Not sure what genre to choose to soundtrack your tale of a 'teenage horror-addict psycho' and a 'hunky mad scientist' meeting up at a Devo concert and winding up 'destroying the school… and the world… with lasers'? Well: why not go on a hyperactive rollercoaster ride through as many of them as take your fancy at any given point in time, and then mash them all up into surf-rock-doo-bop-synth-pop-harmonising-HammerHorror-just-about-targeted chaos!
Well, why not? It’s worked for Zombina and the Skeletones, after all.

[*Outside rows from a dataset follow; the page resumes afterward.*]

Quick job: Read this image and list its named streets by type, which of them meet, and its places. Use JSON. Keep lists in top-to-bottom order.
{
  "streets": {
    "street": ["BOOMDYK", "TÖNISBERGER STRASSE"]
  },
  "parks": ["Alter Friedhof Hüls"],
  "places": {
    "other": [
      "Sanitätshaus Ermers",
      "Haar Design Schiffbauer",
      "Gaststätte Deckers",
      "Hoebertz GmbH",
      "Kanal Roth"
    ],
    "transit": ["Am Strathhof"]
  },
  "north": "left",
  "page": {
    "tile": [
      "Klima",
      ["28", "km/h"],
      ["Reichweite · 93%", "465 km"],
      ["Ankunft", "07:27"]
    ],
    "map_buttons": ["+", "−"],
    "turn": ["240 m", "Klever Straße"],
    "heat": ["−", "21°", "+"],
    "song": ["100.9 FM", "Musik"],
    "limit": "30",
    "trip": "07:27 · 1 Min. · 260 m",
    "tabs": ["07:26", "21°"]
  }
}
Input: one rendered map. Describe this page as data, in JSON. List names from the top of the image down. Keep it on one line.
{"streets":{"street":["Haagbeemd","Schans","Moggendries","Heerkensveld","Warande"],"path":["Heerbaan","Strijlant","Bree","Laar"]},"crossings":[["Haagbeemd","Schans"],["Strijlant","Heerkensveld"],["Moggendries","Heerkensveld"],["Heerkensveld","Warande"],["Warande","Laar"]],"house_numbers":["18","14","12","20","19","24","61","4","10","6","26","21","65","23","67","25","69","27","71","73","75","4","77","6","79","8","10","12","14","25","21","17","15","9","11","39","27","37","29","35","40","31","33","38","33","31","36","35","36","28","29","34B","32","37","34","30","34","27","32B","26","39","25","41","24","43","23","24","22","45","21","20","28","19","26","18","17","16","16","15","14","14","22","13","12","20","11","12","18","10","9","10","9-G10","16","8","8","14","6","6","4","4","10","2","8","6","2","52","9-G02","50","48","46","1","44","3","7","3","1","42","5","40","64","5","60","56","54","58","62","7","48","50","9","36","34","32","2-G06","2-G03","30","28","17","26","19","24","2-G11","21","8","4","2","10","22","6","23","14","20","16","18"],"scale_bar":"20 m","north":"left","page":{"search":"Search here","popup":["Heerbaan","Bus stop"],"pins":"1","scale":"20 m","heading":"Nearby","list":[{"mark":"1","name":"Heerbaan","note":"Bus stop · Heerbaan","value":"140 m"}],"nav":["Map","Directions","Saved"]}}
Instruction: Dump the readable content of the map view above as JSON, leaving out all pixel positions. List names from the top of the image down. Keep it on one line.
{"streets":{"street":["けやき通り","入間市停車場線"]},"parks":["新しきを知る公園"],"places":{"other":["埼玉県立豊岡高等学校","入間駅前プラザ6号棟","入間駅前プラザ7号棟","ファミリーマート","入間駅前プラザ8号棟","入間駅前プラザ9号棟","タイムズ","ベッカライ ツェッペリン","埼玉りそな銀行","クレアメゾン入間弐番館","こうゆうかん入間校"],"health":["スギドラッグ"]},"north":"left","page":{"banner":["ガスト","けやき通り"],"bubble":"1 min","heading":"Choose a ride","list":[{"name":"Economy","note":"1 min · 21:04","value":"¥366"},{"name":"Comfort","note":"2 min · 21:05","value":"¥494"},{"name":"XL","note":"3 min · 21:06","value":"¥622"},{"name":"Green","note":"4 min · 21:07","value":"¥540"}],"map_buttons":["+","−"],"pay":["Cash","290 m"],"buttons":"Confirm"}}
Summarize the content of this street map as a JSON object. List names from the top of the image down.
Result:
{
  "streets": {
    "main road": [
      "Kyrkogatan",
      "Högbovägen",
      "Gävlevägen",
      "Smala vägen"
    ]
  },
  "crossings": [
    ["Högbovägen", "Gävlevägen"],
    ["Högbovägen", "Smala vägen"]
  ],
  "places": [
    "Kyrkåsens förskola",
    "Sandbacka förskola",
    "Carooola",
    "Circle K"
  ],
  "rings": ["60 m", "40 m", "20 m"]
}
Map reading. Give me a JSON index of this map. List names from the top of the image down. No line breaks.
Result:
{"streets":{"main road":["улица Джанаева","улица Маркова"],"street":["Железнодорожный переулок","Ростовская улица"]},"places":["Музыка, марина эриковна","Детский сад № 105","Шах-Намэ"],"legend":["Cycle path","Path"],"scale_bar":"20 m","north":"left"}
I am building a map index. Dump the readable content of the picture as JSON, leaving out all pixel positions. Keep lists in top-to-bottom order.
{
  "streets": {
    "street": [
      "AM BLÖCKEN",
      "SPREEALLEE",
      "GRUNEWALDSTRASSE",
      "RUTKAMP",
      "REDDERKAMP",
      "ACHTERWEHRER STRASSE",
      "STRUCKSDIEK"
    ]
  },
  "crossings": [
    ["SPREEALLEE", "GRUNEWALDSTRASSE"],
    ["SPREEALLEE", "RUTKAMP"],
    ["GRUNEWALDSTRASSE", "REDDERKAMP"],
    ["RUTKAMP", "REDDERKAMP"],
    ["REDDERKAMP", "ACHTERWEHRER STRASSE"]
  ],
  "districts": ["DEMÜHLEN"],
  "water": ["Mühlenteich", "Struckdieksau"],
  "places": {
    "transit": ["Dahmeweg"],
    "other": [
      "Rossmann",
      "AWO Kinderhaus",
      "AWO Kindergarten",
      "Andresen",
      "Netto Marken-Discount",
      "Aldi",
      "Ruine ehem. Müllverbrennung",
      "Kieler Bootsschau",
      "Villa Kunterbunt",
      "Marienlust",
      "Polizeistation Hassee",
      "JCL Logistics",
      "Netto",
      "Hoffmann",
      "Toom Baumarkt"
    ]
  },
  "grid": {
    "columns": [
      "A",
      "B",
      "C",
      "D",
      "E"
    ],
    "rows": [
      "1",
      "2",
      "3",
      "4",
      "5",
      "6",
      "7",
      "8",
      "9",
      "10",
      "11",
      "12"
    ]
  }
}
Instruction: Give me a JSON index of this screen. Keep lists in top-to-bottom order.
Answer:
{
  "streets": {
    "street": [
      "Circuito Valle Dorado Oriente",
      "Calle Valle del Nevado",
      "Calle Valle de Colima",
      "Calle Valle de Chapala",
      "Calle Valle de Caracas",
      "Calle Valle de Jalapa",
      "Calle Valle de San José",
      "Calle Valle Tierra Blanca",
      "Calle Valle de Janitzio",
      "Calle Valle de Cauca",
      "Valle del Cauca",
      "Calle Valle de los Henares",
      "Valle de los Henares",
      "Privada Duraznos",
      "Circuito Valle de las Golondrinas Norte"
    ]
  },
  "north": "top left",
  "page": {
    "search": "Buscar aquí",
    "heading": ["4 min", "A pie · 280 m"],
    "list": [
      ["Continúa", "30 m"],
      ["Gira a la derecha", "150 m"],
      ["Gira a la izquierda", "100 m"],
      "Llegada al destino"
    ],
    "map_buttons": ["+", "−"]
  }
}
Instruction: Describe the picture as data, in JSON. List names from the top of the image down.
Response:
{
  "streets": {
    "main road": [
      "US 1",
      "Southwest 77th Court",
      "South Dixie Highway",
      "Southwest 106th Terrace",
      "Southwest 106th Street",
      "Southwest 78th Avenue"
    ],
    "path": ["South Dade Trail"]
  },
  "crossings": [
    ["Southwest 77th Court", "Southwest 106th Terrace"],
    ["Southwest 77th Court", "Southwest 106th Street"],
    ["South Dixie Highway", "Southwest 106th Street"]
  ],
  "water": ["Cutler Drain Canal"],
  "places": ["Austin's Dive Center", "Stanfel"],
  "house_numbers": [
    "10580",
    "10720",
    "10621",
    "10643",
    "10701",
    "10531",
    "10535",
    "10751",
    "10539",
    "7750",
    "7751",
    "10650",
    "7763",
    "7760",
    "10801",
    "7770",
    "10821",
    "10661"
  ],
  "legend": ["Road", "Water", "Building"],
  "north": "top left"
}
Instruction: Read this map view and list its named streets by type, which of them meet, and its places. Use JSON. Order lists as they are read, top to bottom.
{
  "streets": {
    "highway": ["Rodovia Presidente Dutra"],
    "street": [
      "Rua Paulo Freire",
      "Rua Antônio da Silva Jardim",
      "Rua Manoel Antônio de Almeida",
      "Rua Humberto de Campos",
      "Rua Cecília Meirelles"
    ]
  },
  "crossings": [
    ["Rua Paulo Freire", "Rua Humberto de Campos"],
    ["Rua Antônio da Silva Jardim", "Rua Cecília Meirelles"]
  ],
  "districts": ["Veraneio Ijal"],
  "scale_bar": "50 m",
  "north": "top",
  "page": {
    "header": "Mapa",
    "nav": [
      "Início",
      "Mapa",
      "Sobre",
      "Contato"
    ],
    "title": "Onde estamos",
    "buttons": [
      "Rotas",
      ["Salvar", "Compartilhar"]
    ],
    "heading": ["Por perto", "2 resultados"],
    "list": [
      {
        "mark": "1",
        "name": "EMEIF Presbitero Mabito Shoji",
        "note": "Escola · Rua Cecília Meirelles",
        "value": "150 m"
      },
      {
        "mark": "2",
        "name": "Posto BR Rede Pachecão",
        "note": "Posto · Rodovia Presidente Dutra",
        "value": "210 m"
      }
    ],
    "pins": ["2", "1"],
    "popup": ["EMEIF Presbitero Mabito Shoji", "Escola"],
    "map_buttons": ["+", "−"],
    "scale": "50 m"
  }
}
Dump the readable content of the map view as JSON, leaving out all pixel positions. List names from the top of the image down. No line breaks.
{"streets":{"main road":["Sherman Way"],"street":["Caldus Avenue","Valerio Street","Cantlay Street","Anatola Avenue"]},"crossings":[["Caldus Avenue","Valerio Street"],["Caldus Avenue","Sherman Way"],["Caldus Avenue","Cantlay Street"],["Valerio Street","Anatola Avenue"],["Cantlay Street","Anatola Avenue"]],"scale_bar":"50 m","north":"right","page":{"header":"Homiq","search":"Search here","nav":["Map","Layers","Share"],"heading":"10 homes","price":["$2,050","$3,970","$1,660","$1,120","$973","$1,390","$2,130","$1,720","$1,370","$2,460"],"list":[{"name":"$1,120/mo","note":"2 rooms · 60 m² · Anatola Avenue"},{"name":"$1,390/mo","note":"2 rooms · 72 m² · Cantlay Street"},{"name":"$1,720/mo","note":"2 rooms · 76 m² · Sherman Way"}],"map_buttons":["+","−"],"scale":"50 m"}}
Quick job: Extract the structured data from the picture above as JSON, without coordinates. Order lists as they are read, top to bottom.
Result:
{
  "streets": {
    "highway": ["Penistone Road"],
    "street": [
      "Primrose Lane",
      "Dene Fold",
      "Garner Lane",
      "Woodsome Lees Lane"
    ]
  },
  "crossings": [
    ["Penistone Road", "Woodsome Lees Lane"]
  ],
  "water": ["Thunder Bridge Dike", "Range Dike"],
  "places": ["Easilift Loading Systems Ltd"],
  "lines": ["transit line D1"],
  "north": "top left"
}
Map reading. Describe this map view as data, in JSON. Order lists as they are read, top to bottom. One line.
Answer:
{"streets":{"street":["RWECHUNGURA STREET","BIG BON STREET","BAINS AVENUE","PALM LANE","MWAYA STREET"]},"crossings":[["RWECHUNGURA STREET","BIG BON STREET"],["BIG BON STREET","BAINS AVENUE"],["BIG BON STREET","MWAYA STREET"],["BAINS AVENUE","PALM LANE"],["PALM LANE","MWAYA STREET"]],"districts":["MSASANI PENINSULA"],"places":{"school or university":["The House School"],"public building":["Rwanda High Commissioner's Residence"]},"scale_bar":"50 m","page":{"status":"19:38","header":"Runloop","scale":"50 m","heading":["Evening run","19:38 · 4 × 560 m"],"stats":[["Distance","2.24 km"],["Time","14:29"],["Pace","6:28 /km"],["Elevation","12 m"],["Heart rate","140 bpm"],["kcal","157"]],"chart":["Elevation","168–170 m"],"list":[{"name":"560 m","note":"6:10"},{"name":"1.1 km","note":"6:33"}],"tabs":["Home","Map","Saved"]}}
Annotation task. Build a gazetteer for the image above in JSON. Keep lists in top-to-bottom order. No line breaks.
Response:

This is the Skeletones’ second full-length album, and is possibly their first release not to feature anything undead. Instead, it sticks to the more realistic Dissolvo Death Ray concept, which in the hands of a young lady deranged by unrequited love and too many B-movies creates the kind of carnage that can only be adequately represented by arcade-game waves of synthesisers. Well – synths with a bit of help from crunching guitars and _“Everybody’s gonna die! Eeverybody’s gonna die!” _call-and-response vocal harmonies.
And once again, as the record fizzes, bubbles, soars and poses its way through 32 minutes of electro-surf joy, we are forced to conclude that it’d be really fucking hard to trump Zombina and the Skeletones as purveyors of trashy horror thrills – and that the world would be a far more enjoyable place if more people tried to. Although I often hear songs and think,_ “Yep, I’d dance to that in the disco”_, not much is so subconsciously, intuitively danceable that you’re halfway through the album before you even realise you’re engaged in some kind of slightly undignified chair-jive.
Still, it’s not like anyone was watching. And hell: it’s not as if the fact that I did so has in any way been placed upon an international medium of information dispersal for the whole world to see, is it now?
Oh. Right. Bugger.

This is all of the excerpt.